Anna Majeski
Powerful Images: Art and Astrology in Renaissance Italy
2024-2025
Biography
Anna Majeski received a Ph.D. in art history from the Institute of Fine Arts, NYU in 2022. Anna’s research focuses on intersections between art and science in Renaissance Italy, including the relationship between the production of images and knowledge, and scientific imagery as an arena for articulating emergent concepts of art. Her doctoral dissertation examined a remarkable series of astrological fresco cycles completed in Padua between 1300 and 1440 and was supported by a predoctoral fellowship in Medieval Studies from the American Academy in Rome.
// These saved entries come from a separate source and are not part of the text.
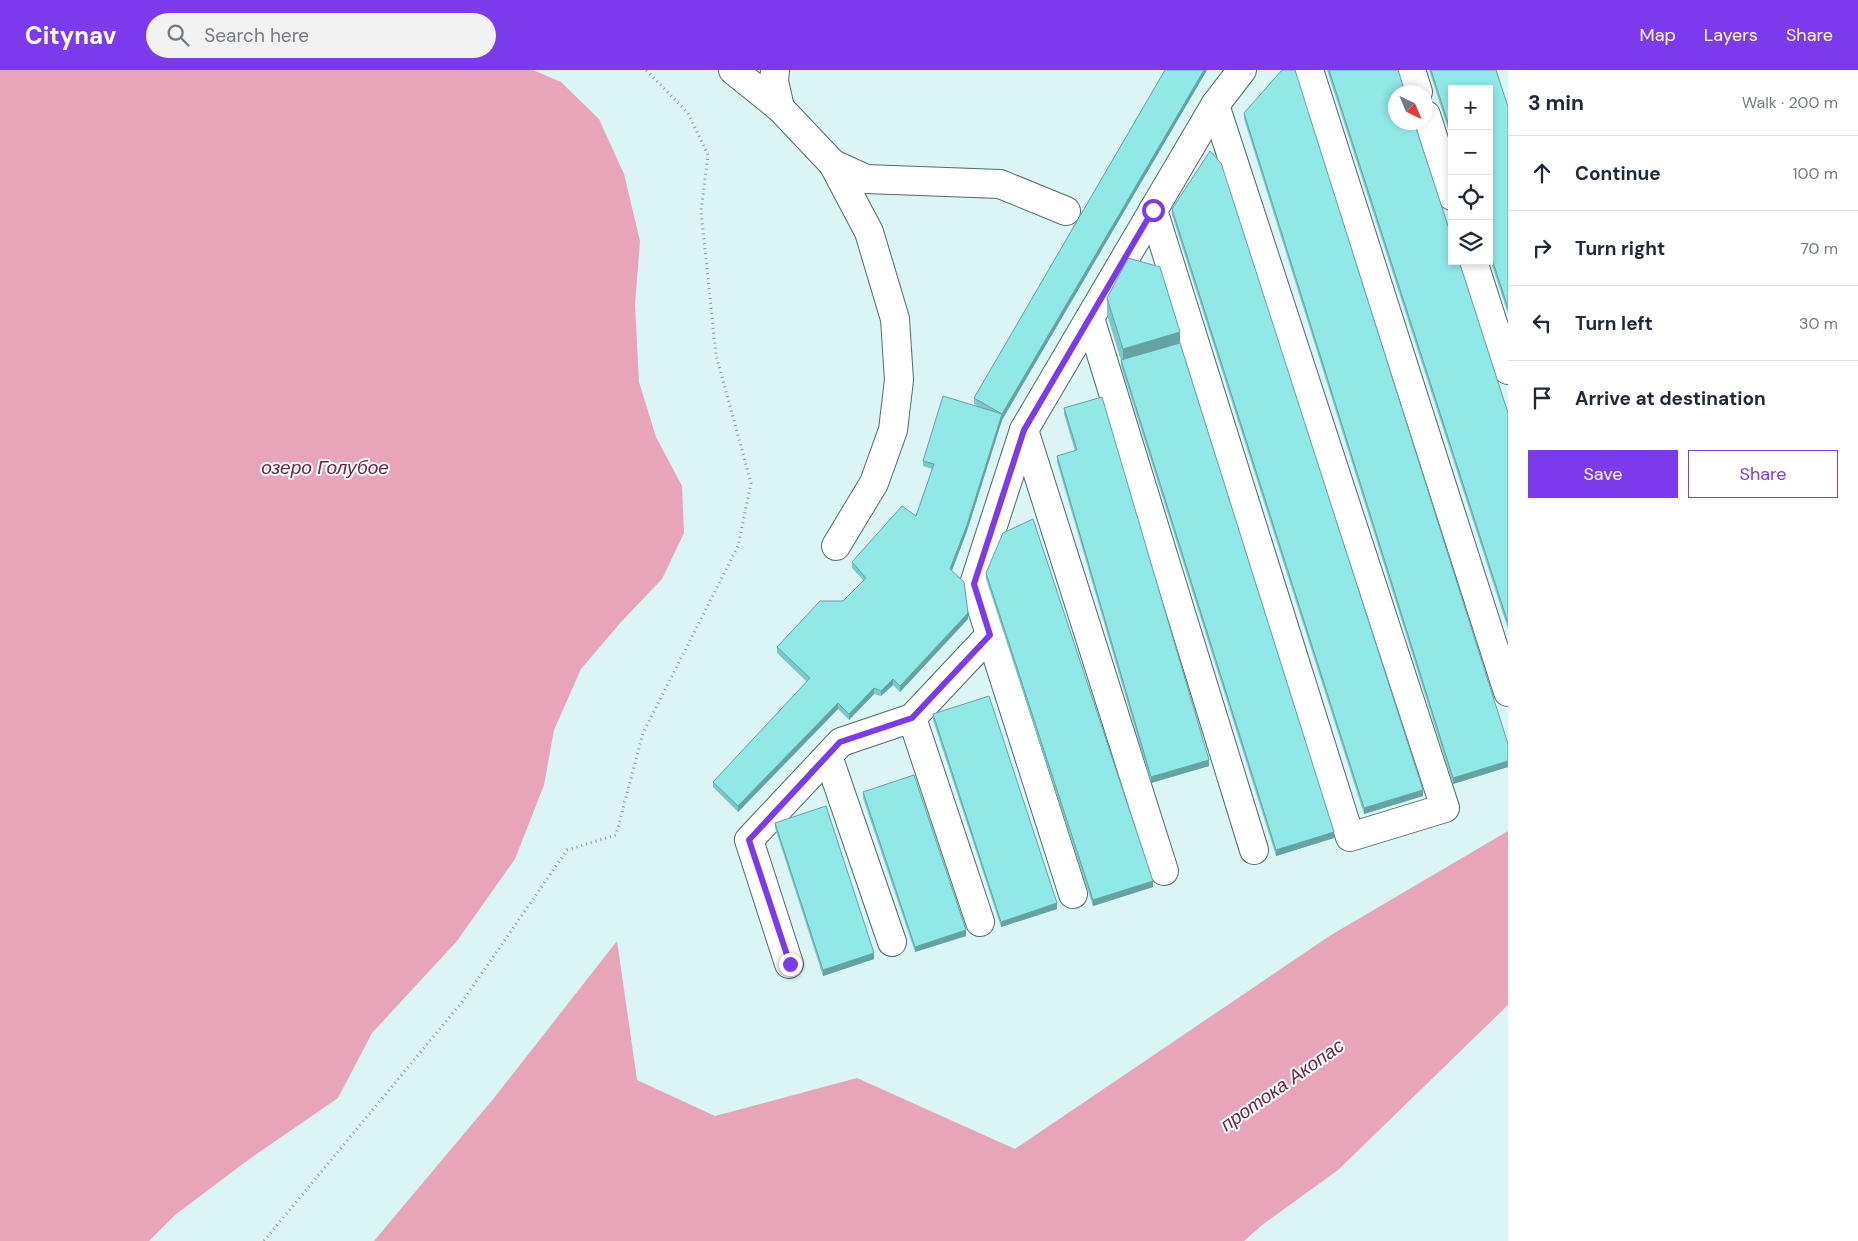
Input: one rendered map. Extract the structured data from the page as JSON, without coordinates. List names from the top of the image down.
{
  "water": ["озеро Голубое", "протока Акопас"],
  "north": "bottom right",
  "page": {
    "header": "Citynav",
    "search": "Search here",
    "nav": ["Map", "Layers", "Share"],
    "heading": ["3 min", "Walk · 200 m"],
    "map_buttons": ["+", "−"],
    "list": [
      ["Continue", "100 m"],
      ["Turn right", "70 m"],
      ["Turn left", "30 m"],
      "Arrive at destination"
    ],
    "buttons": ["Save", "Share"]
  }
}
Between fall 2022 and summer 2024, Anna was Mellon Foundation Exhibition Research Fellow and then Exhibitions Researcher at the American Philosophical Society, Library & Museum, where she curated an exhibition on American natural history from 1750 to 1850 and authored the accompanying catalog. As a postdoctoral fellow at Villa I Tatti Anna is researching her monograph, Powerful Images: Art and Astrology in Renaissance Italy.
Project Summary
The fifteenth-century astrological image served as a critical arena for articulating the power of art during the Italian Renaissance. Astrology was a scientific worldview built around the agency of images and the premise that celestial forms shaped earthly bodies and minds. It extended this belief to manmade astrological talismans or images, composites of a material substrate, the influx of celestial virtues, and an appropriate pictorial figure. However, skeptics like Thomas Aquinas questioned the legitimacy of these images—products of artifice that purported to participate in the order of nature and the power of the heavens. In response, defenders of the astrological image developed a sophisticated natural-philosophical armature that accounted for their efficacy and overcame the art-nature divide. Albert the Great described the astrological image as more than mere manmade artifact—these objects were collaborations between art and nature, artisan and celestial forces, as well as human creator and dynamic natural material. Against this rich backdrop of late medieval science, during the trecento and quattrocento the artist’s capacity to emulate nature became a mark of the highest skill. For painters and sculptors from the time of Giotto, the astrological image would provide a milieu for arguing that their art was not simply an imitation of the natural world and its celestial forces, but also participated in it. This project examines the artistic practices, visual argumentation, and metapictorial strategies painters and sculptors used to articulate the astrological efficacy of their art through case studies across fifteenth-century Italy.